Jul 3, 2009 06:54 GMT  ·  By

Google has launched an updated Blog Search, bringing some features that should have come a while ago but also some more innovative ones. Coming after the last update in fall, which made the homepage more like a news aggregator, the new release rounds up the features with RSS/Atom feeds and a “hot news” section.

“Today we're happy to announce the launch of our most requested feature: RSS and Atom feeds. Simply click on the links under "Subscribe" in the left-hand column of the Blog Search front page to subscribe to any topic or story in any feed reader, “ Akshay Patil, software engineer, and Dylan Casey, product manager, wrote on the Official Google Blog. “We've also added two new features to the Blog Search homepage to better help you discover what people are talking about right now on the web: Hot Queries and Latest Posts.”

A new feature that most users requested, and which was also available almost on any similar site and even in Google News, is the possibility to subscribe to any category or specific search terms through an RSS/Atom feed. The feeds can be read in any RSS reader but can also be added to the iGoogle homepage as a widget.

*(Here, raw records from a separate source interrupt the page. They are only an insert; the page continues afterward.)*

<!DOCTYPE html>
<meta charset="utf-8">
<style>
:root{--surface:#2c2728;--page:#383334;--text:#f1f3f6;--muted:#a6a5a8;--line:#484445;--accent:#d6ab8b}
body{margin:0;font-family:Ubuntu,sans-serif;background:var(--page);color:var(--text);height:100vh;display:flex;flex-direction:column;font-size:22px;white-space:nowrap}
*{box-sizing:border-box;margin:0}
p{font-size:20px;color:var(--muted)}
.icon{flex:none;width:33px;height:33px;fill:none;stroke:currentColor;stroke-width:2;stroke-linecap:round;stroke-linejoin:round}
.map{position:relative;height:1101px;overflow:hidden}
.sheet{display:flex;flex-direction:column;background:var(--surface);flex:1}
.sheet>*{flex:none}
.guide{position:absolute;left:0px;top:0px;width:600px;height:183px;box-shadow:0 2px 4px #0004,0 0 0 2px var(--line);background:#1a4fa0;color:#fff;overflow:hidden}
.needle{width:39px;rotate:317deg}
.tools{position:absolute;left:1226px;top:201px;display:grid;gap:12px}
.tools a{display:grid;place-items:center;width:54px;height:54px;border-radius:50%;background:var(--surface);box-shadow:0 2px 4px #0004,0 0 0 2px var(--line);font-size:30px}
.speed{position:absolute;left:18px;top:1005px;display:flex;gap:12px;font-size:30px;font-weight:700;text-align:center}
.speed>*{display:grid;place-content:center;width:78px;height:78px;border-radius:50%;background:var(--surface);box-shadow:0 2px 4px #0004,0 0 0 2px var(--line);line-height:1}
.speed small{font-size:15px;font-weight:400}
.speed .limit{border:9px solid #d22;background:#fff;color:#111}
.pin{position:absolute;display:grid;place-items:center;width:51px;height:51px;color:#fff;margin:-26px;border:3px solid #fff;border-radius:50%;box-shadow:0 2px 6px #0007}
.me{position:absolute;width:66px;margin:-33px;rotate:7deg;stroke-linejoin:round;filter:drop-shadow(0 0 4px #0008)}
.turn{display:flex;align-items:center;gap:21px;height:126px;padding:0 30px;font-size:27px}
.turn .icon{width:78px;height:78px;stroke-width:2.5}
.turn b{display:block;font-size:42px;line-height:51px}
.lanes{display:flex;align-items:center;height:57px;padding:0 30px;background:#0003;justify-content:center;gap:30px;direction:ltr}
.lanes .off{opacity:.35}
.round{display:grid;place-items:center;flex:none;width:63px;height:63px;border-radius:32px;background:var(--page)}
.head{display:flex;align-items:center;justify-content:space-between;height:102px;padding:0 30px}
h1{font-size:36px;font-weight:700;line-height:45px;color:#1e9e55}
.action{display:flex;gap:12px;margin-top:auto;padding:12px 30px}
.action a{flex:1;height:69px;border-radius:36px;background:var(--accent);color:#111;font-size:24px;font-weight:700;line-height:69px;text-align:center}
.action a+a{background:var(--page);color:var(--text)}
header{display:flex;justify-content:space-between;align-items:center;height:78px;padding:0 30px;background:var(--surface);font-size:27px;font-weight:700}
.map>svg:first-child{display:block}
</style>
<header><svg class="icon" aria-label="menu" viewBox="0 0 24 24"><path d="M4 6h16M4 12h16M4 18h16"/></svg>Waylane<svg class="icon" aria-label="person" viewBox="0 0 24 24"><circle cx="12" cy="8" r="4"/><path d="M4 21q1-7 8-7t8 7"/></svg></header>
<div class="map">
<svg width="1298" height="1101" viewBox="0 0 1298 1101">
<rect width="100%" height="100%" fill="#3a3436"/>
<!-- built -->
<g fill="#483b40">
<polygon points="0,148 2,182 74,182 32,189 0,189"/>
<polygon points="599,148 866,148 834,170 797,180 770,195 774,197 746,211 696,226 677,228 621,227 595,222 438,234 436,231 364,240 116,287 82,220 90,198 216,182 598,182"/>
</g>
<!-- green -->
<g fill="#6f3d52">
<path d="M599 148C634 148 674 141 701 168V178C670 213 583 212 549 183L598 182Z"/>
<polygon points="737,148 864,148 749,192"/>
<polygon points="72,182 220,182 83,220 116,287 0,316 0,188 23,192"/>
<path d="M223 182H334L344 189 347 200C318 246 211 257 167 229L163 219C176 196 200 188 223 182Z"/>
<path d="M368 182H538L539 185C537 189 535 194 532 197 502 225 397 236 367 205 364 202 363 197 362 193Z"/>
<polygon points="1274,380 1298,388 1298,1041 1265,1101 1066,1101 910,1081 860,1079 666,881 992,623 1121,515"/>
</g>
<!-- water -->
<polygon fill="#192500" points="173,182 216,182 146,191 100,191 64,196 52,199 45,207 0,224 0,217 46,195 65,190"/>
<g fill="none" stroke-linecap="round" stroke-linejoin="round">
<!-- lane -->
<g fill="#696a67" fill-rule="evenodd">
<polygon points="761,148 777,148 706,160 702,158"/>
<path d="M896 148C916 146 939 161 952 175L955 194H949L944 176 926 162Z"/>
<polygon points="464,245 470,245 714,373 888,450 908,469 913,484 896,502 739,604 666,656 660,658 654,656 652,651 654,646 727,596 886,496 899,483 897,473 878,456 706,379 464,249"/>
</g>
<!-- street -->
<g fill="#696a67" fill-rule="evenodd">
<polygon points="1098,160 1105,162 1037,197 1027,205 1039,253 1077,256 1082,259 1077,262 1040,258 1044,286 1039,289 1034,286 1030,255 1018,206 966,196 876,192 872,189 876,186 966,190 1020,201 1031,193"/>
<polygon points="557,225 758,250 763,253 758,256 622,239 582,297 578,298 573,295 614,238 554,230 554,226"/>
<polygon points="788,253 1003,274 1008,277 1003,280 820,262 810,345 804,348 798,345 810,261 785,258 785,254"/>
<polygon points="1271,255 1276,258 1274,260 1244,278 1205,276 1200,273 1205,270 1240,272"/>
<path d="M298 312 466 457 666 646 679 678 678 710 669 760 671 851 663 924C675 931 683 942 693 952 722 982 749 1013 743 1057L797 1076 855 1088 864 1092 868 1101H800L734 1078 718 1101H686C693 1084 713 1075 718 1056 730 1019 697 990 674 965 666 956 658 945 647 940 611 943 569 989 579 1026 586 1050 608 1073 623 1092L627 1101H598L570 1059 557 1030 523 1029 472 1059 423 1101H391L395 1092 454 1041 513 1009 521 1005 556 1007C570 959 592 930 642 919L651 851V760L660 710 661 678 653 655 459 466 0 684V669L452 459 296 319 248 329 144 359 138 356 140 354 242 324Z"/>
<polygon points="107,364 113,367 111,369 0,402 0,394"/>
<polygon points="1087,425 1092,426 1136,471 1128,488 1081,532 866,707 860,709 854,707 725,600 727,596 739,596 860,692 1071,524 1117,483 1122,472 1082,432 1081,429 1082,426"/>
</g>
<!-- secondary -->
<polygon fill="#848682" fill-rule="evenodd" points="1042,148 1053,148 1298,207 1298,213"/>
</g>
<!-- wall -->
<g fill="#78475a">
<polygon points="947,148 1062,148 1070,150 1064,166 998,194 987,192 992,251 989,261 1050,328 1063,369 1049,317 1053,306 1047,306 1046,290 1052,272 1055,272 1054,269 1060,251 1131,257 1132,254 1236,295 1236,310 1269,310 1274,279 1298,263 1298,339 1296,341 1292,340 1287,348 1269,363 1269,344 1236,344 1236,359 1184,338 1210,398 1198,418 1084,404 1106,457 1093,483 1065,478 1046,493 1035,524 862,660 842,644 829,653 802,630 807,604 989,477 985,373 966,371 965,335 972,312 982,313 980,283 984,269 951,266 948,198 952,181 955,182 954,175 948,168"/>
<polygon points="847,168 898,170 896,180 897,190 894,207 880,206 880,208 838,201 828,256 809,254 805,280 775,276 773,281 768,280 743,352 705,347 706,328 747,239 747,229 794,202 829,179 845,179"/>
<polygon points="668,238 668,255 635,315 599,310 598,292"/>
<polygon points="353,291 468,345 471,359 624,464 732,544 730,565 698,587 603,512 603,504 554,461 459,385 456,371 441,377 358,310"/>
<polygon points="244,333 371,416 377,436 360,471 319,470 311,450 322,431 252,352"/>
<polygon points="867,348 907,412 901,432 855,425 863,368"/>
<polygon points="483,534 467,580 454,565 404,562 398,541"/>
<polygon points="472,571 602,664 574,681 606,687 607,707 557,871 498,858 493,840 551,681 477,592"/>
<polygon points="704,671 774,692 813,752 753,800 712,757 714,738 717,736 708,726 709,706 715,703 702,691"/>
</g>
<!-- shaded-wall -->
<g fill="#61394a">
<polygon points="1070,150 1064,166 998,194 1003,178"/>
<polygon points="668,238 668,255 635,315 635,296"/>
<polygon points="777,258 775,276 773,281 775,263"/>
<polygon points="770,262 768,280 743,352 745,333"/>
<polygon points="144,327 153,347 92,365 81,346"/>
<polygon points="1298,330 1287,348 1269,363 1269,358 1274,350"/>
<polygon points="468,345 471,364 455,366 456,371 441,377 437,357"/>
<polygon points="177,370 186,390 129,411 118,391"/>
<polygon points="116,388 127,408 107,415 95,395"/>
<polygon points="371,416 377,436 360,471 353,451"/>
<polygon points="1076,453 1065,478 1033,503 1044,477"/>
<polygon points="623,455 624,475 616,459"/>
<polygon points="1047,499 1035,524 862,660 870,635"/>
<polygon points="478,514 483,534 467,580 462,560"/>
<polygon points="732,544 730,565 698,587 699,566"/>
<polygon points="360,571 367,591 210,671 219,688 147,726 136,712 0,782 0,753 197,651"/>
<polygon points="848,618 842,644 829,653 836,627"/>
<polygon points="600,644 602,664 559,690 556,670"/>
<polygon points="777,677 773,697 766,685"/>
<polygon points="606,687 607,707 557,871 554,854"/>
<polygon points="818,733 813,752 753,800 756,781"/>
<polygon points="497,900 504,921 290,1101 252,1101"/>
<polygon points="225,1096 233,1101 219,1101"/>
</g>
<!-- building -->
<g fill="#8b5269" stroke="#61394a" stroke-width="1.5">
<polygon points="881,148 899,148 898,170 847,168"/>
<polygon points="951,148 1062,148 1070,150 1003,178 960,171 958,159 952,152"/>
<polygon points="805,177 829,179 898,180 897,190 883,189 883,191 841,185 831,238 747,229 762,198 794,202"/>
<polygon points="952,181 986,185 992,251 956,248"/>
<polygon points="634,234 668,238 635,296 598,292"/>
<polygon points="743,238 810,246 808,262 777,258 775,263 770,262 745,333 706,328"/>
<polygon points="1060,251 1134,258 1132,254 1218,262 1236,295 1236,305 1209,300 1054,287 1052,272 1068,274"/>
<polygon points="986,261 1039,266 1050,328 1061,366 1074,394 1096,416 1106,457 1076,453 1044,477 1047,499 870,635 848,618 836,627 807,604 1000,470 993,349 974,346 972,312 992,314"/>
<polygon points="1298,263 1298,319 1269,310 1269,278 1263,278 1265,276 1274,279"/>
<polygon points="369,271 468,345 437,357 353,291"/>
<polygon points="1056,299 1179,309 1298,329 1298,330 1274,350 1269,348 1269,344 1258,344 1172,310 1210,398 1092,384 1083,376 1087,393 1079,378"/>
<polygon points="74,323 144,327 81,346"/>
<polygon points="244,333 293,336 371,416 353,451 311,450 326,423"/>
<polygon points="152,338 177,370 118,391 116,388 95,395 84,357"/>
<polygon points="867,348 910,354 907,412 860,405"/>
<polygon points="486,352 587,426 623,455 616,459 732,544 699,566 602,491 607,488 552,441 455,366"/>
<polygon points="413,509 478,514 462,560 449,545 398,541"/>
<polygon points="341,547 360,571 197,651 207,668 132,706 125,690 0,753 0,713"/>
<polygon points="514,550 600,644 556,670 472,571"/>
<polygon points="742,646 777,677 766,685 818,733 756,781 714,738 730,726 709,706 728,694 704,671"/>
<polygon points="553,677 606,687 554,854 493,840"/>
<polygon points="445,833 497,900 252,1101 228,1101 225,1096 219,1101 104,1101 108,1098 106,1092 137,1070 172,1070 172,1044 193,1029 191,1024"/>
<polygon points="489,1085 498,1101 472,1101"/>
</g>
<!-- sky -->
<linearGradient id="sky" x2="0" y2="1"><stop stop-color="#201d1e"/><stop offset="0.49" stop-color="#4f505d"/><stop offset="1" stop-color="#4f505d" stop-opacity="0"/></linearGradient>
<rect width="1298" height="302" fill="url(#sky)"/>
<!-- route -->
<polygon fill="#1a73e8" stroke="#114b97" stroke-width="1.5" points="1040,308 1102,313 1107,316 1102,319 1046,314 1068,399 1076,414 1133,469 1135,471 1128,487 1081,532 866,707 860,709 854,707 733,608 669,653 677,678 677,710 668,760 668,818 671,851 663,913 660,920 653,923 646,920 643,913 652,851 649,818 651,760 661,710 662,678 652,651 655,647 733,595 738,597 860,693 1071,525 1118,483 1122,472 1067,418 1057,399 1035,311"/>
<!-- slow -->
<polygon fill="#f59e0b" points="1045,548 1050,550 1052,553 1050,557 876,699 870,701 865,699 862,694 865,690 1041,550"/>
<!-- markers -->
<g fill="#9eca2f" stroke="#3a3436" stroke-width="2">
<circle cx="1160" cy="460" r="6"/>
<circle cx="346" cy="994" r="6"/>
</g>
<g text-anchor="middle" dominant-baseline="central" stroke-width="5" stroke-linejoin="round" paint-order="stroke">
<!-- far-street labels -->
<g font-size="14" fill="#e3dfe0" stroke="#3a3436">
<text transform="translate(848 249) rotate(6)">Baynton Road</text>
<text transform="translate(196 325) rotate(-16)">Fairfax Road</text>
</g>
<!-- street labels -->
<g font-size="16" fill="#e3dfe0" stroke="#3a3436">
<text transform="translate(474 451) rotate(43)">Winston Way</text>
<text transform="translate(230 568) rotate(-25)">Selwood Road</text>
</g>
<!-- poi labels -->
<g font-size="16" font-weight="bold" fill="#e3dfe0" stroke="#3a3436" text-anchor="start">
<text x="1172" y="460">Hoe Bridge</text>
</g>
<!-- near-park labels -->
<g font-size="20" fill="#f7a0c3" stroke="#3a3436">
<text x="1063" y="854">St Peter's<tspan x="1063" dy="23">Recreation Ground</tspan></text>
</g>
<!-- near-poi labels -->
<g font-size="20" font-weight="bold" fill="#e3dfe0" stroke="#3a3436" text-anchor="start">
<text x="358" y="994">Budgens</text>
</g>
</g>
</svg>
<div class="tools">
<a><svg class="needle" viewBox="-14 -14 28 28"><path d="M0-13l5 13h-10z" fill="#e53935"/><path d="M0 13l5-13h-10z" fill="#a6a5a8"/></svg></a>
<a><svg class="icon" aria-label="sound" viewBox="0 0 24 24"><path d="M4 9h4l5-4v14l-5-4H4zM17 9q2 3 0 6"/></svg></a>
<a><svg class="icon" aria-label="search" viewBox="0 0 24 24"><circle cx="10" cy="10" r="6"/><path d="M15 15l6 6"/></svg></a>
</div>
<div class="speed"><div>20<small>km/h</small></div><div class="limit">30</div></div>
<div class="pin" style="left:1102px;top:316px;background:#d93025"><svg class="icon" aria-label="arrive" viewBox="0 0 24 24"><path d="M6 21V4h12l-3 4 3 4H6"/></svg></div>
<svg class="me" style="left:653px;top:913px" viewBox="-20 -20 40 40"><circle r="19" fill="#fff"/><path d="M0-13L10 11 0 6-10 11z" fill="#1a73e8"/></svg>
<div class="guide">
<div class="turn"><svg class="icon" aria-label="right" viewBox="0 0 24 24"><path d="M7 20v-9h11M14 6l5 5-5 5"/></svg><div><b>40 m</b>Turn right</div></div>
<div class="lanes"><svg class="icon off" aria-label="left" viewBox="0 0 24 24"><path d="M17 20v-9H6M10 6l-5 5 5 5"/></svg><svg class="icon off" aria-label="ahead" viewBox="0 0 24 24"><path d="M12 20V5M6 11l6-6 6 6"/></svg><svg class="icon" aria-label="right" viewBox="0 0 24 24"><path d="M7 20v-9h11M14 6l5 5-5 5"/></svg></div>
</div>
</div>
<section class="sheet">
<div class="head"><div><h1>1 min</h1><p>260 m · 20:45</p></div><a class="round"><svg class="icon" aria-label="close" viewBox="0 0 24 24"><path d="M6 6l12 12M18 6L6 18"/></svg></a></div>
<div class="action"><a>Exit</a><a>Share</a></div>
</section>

Two new features were also added to the right-hand side of the homepage, a way for Blog Search to try its hand at real-time content, the hottest topic when it comes to search right now. In the top right corner there is the “Hot Queries” section, which lists the trending searches being made at the moment. The other one is “Latest Posts,” which, as the name suggests, lists the latest posts from some of the bigger blogs.

While these features could be very useful Google Blog Search seems to just be content with catching up with everyone else, a strategy not very common with the search giant. But even the new features added aren't perfect and some of the problems seem obvious though easy to fix, like filtering the Hot Queries and the Latest Posts to show only the content from the category the user is currently viewing.